Drawing on over a decade of healthcare industry experience, Mr. Mitchell joins Medytox at a time of rapid growth facilitated by multiple strategic acquisitions and increased sales at the company’s diagnostic division. In previous roles, he served in executive leadership positions for multi-site, multi-specialty medical groups including pharmacy and laboratory services and academic medical groups, and previously served as an assistant administrator at a full-service hospital.

 

“Sam’s knowledge and experience in the healthcare sector is a valuable addition to our executive team at this important time in our development,” said Seamus Lagan, CEO of Medytox Solutions, Inc. “He knows how to improve efficiency and delivery of our business strategy. That makes him a tremendous asset to Medytox.”

 

Mr. Mitchell earned two master’s degrees from Nova Southeastern University in Davie, Florida: a Master of Business Administration and a Master of Health Administration.
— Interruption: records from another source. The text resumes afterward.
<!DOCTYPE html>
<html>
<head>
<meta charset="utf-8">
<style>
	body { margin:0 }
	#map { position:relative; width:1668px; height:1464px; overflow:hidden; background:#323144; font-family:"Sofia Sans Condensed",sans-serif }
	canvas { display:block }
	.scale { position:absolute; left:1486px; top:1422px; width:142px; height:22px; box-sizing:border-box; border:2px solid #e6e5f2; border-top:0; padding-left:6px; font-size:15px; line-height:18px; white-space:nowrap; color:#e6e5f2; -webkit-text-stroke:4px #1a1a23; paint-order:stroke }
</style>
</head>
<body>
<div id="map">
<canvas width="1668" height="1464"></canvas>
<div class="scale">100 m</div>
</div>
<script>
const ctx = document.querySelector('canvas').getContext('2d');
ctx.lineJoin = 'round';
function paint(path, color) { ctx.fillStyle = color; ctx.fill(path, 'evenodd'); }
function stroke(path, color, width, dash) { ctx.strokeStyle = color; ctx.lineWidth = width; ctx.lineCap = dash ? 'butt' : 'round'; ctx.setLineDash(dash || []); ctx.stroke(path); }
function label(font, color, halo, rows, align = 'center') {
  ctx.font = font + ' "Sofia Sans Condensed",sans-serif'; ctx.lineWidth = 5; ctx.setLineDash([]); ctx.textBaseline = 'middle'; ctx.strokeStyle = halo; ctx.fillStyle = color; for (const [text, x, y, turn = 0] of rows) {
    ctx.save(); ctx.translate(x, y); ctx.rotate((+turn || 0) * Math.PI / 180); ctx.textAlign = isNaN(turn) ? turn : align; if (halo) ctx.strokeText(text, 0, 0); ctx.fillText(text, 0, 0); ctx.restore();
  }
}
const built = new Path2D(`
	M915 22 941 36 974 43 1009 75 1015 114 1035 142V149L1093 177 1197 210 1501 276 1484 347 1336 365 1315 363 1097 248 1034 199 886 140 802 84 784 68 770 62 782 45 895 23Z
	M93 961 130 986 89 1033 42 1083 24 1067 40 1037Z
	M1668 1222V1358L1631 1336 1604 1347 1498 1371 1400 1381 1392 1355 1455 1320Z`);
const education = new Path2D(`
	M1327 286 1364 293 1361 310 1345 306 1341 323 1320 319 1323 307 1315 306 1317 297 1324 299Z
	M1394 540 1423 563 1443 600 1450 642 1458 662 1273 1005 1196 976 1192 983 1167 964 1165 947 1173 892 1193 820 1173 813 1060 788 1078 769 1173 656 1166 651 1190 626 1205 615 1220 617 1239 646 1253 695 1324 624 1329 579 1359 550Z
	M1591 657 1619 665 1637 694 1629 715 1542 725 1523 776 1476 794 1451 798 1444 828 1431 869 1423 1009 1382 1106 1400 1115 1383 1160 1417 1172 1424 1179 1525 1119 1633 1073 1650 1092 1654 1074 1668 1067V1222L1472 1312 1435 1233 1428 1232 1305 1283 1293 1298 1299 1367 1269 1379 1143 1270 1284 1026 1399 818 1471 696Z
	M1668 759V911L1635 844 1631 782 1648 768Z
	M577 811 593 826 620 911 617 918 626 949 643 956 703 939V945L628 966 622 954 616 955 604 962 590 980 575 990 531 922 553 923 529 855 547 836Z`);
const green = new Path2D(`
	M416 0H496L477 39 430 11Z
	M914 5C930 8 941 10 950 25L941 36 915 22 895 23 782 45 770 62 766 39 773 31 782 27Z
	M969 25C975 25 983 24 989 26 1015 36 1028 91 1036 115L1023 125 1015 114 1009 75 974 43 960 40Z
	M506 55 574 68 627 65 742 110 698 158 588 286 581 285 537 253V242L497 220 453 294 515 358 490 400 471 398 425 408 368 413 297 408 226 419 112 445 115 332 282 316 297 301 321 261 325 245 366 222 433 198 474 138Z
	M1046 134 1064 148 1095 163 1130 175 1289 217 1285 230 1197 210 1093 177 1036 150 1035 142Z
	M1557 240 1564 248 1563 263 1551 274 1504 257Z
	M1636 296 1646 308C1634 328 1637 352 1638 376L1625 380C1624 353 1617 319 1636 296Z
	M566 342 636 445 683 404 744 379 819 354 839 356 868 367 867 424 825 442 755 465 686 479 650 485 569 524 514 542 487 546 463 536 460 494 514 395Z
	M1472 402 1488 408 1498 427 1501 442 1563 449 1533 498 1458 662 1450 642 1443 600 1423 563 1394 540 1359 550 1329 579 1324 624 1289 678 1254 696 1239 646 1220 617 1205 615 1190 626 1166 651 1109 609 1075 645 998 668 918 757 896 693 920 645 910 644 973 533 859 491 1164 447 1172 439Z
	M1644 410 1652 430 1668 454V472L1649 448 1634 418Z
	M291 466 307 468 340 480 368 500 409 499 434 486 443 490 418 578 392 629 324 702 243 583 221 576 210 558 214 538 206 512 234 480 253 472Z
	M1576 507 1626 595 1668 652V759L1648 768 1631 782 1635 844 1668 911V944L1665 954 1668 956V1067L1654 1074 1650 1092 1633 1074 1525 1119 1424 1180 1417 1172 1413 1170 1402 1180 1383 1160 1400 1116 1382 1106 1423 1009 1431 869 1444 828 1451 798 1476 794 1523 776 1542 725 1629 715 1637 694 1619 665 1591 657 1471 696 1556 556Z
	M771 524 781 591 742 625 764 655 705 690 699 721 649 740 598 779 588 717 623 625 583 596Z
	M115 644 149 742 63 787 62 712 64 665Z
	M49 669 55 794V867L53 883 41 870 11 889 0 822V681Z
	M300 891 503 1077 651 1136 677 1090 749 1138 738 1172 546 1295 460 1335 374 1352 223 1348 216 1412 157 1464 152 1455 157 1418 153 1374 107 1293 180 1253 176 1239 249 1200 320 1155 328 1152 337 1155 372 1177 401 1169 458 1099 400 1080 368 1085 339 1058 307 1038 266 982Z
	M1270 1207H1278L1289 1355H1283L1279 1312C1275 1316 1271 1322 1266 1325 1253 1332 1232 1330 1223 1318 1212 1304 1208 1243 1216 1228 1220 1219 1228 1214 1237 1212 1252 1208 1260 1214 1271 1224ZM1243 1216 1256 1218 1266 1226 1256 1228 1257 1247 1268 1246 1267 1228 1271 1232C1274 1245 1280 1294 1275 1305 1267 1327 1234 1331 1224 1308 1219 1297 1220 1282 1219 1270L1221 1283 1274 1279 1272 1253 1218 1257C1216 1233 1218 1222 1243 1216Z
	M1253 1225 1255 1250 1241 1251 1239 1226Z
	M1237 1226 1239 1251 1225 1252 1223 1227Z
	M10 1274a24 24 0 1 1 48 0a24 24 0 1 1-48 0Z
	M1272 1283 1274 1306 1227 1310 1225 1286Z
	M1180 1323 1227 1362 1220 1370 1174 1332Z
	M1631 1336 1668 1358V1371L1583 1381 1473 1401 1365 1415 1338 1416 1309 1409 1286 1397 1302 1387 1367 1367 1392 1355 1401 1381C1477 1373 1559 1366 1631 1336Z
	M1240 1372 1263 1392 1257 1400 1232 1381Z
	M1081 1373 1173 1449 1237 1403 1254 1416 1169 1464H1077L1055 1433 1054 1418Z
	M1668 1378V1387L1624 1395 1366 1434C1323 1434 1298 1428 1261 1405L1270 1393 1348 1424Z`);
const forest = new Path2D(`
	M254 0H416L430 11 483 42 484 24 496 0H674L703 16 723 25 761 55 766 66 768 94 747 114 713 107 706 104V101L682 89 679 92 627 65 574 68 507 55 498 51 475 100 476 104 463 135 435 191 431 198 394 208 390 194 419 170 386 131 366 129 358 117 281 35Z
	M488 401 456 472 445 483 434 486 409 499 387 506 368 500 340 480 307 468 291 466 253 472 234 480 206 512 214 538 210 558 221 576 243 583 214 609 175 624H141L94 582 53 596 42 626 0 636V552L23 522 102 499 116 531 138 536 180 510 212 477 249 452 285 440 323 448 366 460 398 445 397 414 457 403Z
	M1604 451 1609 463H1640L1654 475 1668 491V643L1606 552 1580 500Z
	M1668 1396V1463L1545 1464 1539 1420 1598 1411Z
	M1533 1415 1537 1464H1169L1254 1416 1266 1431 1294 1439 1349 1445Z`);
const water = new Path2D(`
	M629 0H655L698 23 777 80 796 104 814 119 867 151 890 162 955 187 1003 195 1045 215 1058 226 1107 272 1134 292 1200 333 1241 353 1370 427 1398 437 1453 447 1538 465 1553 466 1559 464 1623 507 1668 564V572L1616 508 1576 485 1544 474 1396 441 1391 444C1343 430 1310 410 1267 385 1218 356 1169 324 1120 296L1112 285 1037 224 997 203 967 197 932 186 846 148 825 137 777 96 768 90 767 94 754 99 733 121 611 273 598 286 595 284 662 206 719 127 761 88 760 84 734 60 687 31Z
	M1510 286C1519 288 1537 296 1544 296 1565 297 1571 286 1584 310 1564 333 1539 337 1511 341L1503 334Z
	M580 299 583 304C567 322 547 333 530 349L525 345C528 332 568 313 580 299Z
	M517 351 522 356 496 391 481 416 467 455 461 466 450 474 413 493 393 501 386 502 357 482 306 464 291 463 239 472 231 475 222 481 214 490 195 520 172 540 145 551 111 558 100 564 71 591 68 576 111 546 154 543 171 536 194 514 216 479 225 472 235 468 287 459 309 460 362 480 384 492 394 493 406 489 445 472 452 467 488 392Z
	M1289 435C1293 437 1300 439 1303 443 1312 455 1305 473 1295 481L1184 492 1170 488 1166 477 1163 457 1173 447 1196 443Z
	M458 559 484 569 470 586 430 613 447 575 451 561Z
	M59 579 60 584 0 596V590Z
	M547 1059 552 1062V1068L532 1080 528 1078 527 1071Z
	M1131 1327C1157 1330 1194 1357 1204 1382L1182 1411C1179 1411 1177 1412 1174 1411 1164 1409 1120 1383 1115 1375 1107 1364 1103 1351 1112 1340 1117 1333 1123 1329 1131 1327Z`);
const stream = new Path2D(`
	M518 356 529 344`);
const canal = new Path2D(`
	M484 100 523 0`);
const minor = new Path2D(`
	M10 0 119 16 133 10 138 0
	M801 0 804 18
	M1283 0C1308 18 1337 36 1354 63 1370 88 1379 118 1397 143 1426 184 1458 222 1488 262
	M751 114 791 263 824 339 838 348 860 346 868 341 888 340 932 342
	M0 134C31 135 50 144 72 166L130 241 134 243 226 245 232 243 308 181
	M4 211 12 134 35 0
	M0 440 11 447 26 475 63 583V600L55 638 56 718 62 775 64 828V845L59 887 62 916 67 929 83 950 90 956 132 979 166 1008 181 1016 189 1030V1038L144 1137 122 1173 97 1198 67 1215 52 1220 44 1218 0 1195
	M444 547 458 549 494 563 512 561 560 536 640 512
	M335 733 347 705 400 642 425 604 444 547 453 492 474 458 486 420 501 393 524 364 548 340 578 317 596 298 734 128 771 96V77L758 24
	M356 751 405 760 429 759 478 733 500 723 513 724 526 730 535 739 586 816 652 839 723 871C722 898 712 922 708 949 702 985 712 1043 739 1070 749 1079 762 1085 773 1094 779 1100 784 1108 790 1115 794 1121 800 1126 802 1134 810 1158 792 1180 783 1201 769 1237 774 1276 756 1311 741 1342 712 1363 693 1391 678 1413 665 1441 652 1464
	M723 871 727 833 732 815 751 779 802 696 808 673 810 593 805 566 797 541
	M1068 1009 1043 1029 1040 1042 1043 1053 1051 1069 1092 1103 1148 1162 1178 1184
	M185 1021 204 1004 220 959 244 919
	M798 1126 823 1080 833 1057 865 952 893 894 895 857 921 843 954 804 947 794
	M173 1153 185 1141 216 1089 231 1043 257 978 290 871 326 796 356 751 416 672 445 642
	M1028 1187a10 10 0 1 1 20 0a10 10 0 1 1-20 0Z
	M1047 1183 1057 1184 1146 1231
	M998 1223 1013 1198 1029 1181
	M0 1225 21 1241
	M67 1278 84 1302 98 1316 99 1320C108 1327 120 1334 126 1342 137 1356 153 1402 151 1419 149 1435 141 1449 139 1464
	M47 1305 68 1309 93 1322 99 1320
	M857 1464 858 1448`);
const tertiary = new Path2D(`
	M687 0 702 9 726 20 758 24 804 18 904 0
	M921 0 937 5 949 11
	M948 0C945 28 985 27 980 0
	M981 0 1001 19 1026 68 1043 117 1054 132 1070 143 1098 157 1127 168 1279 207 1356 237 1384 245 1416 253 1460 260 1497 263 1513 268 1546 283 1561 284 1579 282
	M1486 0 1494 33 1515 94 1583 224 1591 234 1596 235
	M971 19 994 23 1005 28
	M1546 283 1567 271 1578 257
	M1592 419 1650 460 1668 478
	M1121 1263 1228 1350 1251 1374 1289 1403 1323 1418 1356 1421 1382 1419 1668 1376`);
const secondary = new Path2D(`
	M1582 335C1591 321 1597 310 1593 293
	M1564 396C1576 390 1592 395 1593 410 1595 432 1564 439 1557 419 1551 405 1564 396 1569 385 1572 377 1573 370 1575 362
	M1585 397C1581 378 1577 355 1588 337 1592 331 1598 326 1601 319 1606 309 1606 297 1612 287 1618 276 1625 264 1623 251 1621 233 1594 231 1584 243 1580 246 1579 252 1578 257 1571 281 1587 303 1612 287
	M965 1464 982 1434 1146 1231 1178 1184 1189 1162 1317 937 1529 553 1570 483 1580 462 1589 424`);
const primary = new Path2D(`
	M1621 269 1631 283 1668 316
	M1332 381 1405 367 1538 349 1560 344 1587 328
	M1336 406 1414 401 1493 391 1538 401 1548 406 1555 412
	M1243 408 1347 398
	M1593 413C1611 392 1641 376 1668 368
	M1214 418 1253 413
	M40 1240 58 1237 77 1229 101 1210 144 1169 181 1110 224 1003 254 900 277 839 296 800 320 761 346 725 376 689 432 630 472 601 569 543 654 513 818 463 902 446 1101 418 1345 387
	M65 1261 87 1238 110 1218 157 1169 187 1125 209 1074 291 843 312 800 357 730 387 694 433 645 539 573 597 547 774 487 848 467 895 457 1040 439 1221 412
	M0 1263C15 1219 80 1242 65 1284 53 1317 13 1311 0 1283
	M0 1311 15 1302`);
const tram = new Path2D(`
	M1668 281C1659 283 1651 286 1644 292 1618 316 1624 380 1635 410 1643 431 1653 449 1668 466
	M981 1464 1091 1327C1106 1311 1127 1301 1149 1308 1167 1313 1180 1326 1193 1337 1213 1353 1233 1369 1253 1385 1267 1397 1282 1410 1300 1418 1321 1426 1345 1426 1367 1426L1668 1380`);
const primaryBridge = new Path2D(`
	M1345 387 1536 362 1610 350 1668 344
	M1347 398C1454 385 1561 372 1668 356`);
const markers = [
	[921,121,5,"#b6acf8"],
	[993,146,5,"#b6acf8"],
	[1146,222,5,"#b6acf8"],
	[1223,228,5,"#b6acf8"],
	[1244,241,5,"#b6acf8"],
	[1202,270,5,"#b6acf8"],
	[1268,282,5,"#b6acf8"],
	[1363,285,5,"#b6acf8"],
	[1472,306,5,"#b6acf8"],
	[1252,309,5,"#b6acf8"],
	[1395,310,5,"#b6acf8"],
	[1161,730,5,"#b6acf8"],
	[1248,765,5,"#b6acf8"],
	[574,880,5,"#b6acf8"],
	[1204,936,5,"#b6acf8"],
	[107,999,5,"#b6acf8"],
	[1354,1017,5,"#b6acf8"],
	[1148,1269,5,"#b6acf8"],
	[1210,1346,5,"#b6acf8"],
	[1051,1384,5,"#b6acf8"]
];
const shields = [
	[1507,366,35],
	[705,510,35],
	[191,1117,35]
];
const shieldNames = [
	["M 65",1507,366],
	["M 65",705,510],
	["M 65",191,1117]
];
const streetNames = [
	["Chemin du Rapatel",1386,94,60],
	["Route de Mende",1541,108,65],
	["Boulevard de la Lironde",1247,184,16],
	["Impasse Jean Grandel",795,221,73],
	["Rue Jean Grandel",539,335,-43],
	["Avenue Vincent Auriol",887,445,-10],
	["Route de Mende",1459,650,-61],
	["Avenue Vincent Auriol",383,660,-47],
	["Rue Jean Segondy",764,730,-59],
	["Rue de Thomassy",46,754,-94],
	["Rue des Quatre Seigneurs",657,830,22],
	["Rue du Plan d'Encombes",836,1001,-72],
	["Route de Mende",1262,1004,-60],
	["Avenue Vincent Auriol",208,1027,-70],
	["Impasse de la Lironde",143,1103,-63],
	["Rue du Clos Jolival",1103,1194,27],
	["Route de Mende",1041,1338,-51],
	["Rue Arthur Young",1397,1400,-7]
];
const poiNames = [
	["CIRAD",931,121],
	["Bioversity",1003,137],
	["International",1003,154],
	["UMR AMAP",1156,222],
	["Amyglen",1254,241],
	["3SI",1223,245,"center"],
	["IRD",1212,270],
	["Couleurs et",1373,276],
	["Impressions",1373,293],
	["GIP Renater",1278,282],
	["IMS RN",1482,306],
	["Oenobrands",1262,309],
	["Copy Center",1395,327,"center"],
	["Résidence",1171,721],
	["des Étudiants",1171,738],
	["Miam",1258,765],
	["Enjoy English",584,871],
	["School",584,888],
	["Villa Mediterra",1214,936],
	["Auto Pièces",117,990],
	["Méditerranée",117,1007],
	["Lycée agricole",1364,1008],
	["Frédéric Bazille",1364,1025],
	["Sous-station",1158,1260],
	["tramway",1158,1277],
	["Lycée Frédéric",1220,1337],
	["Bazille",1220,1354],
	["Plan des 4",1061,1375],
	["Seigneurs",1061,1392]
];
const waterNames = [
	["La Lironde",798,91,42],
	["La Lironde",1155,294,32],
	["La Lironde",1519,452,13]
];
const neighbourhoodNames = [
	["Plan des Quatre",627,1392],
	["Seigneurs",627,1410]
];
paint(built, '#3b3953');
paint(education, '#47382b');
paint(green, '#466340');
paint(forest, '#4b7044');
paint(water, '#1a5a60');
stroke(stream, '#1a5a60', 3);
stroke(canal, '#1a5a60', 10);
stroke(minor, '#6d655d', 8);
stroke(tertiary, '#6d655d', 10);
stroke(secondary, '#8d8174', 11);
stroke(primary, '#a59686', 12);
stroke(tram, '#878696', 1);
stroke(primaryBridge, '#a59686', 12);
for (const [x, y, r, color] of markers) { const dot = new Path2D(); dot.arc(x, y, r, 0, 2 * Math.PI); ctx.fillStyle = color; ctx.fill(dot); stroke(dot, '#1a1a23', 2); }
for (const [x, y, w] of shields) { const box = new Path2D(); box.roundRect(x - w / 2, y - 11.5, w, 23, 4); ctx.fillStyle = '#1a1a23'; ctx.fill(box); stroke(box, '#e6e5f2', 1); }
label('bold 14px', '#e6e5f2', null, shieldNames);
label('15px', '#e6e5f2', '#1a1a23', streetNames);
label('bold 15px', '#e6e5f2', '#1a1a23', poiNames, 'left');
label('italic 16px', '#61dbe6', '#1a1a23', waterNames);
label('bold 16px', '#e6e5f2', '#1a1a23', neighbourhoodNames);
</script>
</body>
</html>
He is currently pursuing a Ph.D. in Health Care Administration from Nova Southeastern University. He lives in Wellington, Florida.

 

About Medytox Solutions, Inc . Medytox (OTCBB:MMMS) is a holding company that owns and operates businesses in the medical services sector, including clinical laboratory blood and urine testing services. It operates six laboratories throughout the U.S. with a particular emphasis in the provision of drug toxicology and monitoring pain medication utilization. Clients include physicians, clinics and rehabilitation facilities throughout the United States.